作为一只地缚灵,她的感知与这片土地紧密相连。
她比任何人都清楚,这片繁华的街区之下,哪里流动着清澈的“气”,哪里又淤积着浑浊的“怨”。
片刻之后,她象是想起了什么。
那刚刚才因为奶油泡芙而变得稍微凝实了一些的半透明灵体,突然不受控制地闪铄了一下,变得稀薄了许多,仿佛一台信号不良的老旧电视。
“……有……有一个地方。”
她开口了,声音里带着明显的颤斗。
“在区立中央公园的最深处……有一片被栅栏围起来的老旧神社……”
“没有人会去那里,因为……”
“那里,住着一个很脏的东西。”
如月千早那带着明显颤斗的声音,在安静的客厅里回荡。
神谷夜那有些严肃的脸上,却因为这句话,反而露出了一丝感兴趣的神情。
“哦?”
他重复了一遍那个词:“很脏的东西?”
他要找的,是一个“灵气充裕”的清净之地。
而一个能被地缚灵如月千早都评价为很脏,并且让她发自内心感到恐惧的存在,能盘踞在一个“老旧神社”
这本身,就说明了那个地方的不一般。
神谷夜放下了手中的筷子。
他那懒散姿态,也随之收敛得一干二净。
他身体微微前倾,将目光锁定在了如月千早的身上。
“说说看。”
他的声音很平淡。
但如月千早却浑身一颤,下意识地就想避开那道仿佛能将自己灵魂都看穿的视线。
她那半透明的灵体,甚至因为这股无形的压力而变得更加稀薄。
“仔细说说,那个很脏的东西,到底是什么?”
面对神谷夜的追问,如月千早那张清秀的脸上,却露出了困惑的神情。
她拼命地摇着头,那半透明的身体闪铄得更加剧烈了。
“我……我不知道……我不知道那是什么东西。”
“我从来没有靠近过那里,只是远远地……远远地感受过一次。”
她象是在回忆什么恐怖的经历,整个灵体都缩成了一团。
“那不是怨气,也不是妖气……那是一种……我无法形容的感觉。”
“我不知道它是什么,我只知道……”
“它很脏。
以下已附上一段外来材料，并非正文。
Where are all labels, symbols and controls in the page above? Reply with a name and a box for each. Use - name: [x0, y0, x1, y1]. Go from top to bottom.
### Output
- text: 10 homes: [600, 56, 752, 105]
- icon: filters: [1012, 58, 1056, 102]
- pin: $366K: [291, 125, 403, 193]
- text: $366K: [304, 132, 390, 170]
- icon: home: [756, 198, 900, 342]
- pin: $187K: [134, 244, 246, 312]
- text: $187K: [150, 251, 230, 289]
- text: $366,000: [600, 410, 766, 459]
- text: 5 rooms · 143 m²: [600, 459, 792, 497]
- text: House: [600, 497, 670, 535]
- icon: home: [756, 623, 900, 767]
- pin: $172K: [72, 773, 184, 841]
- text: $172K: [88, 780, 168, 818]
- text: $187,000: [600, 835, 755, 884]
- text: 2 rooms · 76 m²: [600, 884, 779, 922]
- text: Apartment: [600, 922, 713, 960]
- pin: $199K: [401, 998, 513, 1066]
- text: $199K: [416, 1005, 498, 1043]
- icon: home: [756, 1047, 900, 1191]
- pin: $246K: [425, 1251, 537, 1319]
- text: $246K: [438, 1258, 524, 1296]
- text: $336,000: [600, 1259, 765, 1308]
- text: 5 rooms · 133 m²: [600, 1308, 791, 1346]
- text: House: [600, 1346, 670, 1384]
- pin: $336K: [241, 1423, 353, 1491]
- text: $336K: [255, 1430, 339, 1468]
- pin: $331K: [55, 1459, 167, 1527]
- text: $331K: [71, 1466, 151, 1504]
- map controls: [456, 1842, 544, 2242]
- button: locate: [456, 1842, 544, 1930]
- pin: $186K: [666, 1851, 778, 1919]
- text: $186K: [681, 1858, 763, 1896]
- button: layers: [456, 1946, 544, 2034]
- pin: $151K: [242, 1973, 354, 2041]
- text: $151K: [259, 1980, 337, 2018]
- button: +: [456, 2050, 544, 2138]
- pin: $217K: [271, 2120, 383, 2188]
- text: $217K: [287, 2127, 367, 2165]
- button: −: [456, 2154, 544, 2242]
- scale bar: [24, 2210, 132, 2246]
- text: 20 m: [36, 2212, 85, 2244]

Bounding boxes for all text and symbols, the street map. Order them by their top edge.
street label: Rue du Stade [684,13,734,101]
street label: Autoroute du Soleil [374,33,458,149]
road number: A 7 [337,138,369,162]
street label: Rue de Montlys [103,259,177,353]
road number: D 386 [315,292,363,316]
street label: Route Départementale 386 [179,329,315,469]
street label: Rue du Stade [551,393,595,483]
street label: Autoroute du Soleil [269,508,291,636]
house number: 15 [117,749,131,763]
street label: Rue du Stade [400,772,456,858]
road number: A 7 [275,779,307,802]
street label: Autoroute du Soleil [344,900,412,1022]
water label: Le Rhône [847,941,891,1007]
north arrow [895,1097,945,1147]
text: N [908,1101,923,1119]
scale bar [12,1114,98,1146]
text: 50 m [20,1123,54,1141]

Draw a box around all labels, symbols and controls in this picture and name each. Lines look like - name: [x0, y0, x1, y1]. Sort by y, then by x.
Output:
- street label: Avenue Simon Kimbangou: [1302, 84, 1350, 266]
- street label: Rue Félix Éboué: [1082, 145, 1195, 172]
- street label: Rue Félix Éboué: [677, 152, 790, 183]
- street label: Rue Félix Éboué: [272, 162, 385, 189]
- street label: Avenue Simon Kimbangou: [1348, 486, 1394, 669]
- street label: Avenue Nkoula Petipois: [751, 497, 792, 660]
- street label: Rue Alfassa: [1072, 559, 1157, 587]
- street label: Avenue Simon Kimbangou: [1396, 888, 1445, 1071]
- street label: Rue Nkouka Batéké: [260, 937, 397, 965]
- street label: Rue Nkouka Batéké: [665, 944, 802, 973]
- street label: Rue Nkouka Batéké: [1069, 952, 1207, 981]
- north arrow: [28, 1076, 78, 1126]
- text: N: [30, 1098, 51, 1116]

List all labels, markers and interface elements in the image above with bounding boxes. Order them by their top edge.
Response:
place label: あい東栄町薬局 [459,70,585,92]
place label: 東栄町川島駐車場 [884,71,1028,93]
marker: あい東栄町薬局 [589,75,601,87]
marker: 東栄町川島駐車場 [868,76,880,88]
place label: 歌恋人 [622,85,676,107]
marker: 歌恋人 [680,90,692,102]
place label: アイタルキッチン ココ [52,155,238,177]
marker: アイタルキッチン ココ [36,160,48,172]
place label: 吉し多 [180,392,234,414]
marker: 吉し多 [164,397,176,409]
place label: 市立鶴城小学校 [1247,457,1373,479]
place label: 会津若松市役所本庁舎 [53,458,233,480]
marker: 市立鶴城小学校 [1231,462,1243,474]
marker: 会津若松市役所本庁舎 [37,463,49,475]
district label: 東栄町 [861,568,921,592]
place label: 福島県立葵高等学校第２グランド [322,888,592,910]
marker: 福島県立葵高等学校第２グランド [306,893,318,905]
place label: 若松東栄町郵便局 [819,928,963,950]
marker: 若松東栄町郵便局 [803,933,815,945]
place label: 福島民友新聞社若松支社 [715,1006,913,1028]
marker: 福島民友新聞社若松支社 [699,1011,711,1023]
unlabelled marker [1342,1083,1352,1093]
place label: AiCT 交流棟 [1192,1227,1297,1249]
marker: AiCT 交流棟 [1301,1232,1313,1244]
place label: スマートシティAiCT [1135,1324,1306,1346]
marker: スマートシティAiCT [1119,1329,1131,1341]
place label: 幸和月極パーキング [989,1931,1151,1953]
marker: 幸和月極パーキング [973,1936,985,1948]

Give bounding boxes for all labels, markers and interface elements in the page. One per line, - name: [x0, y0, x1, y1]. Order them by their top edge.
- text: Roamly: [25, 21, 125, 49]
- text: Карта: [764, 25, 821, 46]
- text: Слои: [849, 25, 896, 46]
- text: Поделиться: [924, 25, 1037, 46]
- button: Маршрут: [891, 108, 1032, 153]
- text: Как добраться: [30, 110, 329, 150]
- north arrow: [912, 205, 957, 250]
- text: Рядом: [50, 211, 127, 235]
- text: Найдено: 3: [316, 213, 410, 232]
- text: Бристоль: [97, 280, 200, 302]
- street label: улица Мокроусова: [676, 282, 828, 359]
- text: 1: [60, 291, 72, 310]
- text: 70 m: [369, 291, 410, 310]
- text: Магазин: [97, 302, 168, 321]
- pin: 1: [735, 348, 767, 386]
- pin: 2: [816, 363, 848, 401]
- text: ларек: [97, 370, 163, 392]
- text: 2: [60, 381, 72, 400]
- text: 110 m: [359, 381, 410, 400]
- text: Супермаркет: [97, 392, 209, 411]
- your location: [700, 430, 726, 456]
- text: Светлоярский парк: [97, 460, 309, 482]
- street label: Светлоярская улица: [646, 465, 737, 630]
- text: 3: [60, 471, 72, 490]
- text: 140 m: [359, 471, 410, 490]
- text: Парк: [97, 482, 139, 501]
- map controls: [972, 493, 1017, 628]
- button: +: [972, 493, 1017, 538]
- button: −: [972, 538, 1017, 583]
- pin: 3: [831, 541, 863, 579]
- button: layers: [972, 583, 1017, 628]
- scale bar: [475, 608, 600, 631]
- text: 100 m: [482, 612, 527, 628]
”
神谷夜看着如月千早那副缩成一团的恐惧模样,知道再问下去,也问不出什么了。
这只地缚灵的胆子,比他想象的还要小。
但能让她恐惧到这种地步,连描述都无法完成,说明那个东西的“位格”,确实远在她之上。
他摸了摸下巴,若有所思。
区立中央公园……
废弃神社……
有了地点,就足够了。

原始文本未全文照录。